Exercise 2 — Speedup at scale
| N | 1 thread | 4 threads | 8 threads |
|---|---|---|---|
| 100 K | 0.3 ms | 0.10 ms | 0.08 ms |
| 1 M | 3.0 ms | 0.9 ms | 0.6 ms |
| 10 M | 30 ms | 12 ms | 12 ms |
At 10M, the working set is 200 MB, well past L3. The loop is memory-bandwidth bound; adding threads stops helping past 4 cores. At 1M (in L3), 8 threads gives ≈ 5× speedup.
Exercise 3 — Spatial partition
After §28’s spatial sort, creatures in the same region are adjacent in memory. Assigning each thread a region means the cache lines a thread loads are the cache lines that thread uses — no cross-thread cache traffic.
For systems with neighbour reads (next_event’s collision check), spatial partitioning is roughly 10-30 % faster than entity-range partitioning at scale, depending on neighbour density.

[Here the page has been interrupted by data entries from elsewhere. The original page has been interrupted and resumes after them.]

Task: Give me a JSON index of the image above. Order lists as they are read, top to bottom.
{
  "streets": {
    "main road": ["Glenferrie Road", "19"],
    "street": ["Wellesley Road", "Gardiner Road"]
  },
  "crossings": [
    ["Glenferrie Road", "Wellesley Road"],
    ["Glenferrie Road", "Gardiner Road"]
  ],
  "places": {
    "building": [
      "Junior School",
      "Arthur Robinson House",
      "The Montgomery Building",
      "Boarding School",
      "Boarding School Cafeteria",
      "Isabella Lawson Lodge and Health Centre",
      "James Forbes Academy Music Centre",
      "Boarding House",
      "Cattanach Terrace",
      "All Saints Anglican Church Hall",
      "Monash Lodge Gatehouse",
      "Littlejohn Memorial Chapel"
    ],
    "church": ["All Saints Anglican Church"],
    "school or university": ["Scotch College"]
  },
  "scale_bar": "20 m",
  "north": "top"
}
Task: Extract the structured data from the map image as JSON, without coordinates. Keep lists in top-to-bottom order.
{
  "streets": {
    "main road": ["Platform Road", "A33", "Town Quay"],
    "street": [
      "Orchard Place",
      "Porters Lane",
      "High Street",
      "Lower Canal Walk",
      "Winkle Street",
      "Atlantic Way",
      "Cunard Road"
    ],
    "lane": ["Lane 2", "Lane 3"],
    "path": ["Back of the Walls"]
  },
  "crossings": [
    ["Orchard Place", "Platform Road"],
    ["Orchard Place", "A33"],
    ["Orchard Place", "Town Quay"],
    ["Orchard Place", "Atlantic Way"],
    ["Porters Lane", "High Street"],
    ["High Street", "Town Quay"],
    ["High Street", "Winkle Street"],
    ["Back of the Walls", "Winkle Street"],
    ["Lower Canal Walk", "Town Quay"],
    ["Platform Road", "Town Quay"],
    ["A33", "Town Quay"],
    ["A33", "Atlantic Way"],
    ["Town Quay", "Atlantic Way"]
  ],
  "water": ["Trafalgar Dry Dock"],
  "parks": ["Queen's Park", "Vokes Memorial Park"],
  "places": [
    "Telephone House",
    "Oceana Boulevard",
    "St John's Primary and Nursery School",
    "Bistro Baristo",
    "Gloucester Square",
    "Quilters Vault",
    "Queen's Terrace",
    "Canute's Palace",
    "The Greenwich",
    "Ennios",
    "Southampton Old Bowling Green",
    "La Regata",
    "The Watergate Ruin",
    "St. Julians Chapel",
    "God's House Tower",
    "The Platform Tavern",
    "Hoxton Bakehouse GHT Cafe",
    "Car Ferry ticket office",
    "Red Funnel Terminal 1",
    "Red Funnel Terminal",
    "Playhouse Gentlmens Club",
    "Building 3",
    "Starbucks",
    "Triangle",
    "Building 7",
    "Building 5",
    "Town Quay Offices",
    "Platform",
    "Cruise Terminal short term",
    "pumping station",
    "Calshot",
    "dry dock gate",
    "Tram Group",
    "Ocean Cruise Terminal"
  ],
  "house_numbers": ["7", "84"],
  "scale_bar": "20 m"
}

Exercise 4 — Workload-weighted partition
A naive partition with 1M creatures and 100K active gives some threads all the work and others none. A weighted partition divides the active set:
#![allow(unused)]
fn main() {
let active: Vec<u32> = /* ids of active creatures */;
let active_per_thread = active.len().div_ceil(N_THREADS);
thread::scope(|s| {
for chunk in active.chunks(active_per_thread) {
s.spawn(move || drive_active(chunk, /* ... */));
}
});
}
Each thread gets ≈ 12 500 active creatures. Cost-per-thread is balanced; total time ≈ total_active_work / N_THREADS. The naive version would have one thread doing all the active work → speedup ≈ 1×.
Exercise 5 — rayon::par_chunks_mut
#![allow(unused)]
fn main() {
use rayon::prelude::*;
pos.par_chunks_mut(chunk_size)
.zip(vel.par_chunks(chunk_size))
.zip(energy.par_chunks_mut(chunk_size))
.for_each(|((p, v), e)| {
for i in 0..p.len() {
p[i].0 += v[i].0 * dt;
p[i].1 += v[i].1 * dt;
e[i] -= burn * dt;
}
});
}
Rayon’s work-stealing scheduler handles unbalanced workloads automatically: a thread that finishes its chunk early steals work from a slower thread. For uniform work, performance matches manual chunks_mut; for unbalanced work, it can outperform.
The dependency cost: rayon brings in a small ecosystem (~50 KB binary impact, a global thread pool, a few transitive crates). For most simulators this is a clear win; for embedded targets or fully reproducible builds it may not be. The §41 from-scratch rule applies: write the manual thread::scope version first, then decide.